[Collected data entries]
>>

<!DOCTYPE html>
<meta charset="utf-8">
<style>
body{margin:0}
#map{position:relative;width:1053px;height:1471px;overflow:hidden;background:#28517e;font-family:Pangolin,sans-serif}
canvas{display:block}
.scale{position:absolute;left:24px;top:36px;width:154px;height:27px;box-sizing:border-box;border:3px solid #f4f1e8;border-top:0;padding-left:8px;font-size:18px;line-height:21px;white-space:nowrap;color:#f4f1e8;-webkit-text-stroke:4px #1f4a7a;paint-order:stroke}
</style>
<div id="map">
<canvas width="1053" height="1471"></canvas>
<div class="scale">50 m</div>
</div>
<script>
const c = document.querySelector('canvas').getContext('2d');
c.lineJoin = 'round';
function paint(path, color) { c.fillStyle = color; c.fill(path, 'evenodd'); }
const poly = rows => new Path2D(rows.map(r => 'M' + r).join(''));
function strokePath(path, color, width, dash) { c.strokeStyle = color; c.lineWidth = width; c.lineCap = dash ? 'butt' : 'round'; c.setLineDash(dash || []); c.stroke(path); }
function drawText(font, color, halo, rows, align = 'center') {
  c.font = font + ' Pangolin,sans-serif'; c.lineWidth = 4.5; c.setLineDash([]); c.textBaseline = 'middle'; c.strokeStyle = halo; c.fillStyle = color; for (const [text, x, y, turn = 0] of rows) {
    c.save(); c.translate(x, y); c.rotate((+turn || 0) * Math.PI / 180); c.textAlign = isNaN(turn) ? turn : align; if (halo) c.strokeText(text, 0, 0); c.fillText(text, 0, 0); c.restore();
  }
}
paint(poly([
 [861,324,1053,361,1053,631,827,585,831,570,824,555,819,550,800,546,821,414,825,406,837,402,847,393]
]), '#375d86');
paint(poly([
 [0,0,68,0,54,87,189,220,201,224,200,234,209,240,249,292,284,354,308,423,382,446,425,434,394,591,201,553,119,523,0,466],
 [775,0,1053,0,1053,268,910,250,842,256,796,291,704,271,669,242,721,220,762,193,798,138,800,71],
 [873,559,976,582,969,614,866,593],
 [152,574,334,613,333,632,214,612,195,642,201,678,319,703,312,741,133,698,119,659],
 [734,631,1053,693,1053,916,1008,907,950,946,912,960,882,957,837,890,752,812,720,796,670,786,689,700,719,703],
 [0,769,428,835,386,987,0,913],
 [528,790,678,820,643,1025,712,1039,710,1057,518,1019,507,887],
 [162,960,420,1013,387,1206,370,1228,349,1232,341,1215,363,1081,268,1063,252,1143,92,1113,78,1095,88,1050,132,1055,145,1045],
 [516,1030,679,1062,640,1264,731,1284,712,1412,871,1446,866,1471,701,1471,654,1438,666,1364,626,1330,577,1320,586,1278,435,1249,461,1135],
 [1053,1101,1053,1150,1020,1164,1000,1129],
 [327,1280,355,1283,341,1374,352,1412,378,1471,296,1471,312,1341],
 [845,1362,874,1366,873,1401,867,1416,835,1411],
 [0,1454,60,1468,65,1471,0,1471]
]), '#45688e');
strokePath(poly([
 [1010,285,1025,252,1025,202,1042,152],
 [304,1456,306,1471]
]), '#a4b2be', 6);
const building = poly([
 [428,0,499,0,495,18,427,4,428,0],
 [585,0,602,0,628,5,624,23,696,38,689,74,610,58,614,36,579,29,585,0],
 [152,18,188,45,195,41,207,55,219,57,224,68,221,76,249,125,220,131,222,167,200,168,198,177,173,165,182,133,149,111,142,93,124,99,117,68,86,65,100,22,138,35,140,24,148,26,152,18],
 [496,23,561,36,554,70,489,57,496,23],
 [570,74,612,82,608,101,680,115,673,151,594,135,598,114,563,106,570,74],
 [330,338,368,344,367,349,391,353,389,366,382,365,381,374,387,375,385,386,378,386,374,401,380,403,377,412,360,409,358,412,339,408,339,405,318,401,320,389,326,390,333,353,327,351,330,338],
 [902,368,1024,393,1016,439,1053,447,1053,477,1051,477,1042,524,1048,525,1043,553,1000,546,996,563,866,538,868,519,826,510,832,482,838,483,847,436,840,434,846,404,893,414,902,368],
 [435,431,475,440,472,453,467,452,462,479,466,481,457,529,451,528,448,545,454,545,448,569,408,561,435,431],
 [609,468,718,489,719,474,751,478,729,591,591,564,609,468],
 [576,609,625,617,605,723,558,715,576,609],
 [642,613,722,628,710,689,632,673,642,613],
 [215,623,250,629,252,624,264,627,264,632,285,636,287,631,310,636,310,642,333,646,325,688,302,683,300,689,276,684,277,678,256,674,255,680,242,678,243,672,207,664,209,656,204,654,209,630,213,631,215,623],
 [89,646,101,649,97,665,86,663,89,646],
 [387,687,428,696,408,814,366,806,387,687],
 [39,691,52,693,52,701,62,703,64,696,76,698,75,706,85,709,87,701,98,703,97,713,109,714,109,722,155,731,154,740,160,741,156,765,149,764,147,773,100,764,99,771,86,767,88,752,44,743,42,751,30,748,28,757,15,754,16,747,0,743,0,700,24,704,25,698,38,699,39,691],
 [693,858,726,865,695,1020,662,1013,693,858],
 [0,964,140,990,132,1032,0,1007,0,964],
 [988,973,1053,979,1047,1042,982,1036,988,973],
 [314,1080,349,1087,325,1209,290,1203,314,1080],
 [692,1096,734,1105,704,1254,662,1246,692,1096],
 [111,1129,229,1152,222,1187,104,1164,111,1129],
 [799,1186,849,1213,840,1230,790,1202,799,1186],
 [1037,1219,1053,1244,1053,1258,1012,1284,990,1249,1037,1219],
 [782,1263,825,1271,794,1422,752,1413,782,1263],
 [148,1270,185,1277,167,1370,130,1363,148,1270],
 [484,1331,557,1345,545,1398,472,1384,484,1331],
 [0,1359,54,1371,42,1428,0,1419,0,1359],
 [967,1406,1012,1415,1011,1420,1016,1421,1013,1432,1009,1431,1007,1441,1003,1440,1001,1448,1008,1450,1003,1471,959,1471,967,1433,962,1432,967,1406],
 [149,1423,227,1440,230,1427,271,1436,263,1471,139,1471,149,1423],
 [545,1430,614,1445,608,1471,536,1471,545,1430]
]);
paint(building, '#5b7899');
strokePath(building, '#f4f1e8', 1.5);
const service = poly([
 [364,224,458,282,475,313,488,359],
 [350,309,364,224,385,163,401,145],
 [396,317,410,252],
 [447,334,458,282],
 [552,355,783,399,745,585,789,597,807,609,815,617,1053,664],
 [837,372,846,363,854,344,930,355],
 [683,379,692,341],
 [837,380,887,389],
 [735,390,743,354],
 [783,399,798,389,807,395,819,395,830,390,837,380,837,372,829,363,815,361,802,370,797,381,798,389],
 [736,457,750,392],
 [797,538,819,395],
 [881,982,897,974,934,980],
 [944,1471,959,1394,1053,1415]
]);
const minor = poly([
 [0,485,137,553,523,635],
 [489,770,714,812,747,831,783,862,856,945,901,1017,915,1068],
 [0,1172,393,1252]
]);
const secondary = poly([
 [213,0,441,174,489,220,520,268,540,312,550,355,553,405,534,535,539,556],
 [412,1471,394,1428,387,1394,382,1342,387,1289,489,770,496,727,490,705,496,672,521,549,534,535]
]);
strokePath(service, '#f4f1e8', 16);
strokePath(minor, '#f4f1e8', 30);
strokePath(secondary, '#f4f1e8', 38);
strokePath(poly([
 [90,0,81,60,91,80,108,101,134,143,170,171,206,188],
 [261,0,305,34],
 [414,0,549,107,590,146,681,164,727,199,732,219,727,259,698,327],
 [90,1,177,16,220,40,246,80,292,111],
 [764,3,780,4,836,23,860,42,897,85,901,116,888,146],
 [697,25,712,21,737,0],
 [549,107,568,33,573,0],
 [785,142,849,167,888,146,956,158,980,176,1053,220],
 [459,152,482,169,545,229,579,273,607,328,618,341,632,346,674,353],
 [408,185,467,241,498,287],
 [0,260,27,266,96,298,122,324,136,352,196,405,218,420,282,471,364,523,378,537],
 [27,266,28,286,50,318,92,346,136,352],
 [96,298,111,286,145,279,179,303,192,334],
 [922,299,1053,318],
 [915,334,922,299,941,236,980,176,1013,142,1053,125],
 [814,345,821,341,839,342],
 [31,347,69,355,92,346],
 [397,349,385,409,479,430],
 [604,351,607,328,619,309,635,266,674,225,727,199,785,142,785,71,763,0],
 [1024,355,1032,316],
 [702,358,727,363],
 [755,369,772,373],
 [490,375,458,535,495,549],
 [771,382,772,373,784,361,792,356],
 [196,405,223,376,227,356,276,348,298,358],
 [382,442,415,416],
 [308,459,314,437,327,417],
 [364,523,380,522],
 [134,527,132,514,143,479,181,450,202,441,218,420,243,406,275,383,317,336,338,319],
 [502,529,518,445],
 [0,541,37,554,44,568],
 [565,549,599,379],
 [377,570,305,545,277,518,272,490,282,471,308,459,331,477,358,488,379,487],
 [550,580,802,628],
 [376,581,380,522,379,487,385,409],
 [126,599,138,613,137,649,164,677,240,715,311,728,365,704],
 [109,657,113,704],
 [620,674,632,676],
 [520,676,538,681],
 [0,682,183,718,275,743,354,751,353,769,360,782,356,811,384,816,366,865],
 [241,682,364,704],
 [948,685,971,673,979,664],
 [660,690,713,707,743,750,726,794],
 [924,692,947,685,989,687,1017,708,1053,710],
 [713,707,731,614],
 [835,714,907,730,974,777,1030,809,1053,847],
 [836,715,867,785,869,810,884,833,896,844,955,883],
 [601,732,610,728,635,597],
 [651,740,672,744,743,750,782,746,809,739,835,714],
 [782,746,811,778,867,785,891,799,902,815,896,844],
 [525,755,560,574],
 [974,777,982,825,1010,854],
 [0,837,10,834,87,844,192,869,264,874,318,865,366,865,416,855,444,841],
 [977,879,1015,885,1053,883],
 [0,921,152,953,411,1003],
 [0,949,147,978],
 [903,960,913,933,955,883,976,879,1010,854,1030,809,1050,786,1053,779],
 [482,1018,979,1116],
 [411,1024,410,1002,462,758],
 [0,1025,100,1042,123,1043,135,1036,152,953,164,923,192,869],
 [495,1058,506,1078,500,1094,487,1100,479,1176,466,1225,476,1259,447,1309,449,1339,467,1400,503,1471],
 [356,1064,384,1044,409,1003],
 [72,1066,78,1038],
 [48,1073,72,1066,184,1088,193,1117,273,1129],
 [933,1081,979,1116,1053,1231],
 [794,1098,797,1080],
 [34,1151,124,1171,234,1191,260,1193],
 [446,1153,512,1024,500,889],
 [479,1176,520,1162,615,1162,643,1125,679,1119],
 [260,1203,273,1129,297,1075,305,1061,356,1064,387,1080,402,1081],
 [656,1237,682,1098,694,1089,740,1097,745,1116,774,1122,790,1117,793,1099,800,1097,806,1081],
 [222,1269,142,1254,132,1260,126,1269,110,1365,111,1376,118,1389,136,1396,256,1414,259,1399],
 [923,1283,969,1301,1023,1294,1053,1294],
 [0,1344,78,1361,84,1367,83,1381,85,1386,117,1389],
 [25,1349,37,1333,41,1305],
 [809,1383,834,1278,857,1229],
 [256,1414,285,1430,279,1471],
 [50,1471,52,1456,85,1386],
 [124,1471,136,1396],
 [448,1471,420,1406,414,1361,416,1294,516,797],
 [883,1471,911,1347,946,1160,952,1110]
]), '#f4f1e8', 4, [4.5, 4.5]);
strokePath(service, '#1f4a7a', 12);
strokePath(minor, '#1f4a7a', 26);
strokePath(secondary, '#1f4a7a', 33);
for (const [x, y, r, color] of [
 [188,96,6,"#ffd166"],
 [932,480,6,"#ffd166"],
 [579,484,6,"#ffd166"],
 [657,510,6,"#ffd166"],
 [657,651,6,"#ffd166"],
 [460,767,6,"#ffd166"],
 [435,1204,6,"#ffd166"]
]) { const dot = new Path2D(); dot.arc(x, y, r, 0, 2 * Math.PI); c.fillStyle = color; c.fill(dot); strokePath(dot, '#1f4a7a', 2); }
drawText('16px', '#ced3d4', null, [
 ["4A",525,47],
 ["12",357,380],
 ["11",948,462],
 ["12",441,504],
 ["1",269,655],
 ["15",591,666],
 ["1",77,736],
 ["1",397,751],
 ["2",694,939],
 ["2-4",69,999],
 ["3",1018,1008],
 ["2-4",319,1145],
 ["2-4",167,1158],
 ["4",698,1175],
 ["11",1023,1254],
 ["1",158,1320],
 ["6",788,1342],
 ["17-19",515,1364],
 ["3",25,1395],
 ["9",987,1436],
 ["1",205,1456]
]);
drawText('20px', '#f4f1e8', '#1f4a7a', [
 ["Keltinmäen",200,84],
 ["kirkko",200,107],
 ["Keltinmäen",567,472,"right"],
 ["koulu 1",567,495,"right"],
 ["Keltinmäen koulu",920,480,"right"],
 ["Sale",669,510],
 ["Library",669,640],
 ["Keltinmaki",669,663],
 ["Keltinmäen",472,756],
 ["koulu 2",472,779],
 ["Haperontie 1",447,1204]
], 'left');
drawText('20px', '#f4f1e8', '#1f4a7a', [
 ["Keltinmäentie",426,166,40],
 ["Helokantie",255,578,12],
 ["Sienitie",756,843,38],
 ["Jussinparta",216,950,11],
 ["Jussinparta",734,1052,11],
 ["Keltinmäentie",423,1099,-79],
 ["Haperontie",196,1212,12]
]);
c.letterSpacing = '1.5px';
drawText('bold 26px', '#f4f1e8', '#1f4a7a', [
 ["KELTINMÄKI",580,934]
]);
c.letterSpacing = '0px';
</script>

<<

Task instructions
Starting with the first line of the data above, copy each line exactly until you reach the line with "const poly = rows"; include that line as well.

Result
<!DOCTYPE html>
<meta charset="utf-8">
<style>
body{margin:0}
#map{position:relative;width:1053px;height:1471px;overflow:hidden;background:#28517e;font-family:Pangolin,sans-serif}
canvas{display:block}
.scale{position:absolute;left:24px;top:36px;width:154px;height:27px;box-sizing:border-box;border:3px solid #f4f1e8;border-top:0;padding-left:8px;font-size:18px;line-height:21px;white-space:nowrap;color:#f4f1e8;-webkit-text-stroke:4px #1f4a7a;paint-order:stroke}
</style>
<div id="map">
<canvas width="1053" height="1471"></canvas>
<div class="scale">50 m</div>
</div>
<script>
const c = document.querySelector('canvas').getContext('2d');
c.lineJoin = 'round';
function paint(path, color) { c.fillStyle = color; c.fill(path, 'evenodd'); }
const poly = rows => new Path2D(rows.map(r => 'M' + r).join(''));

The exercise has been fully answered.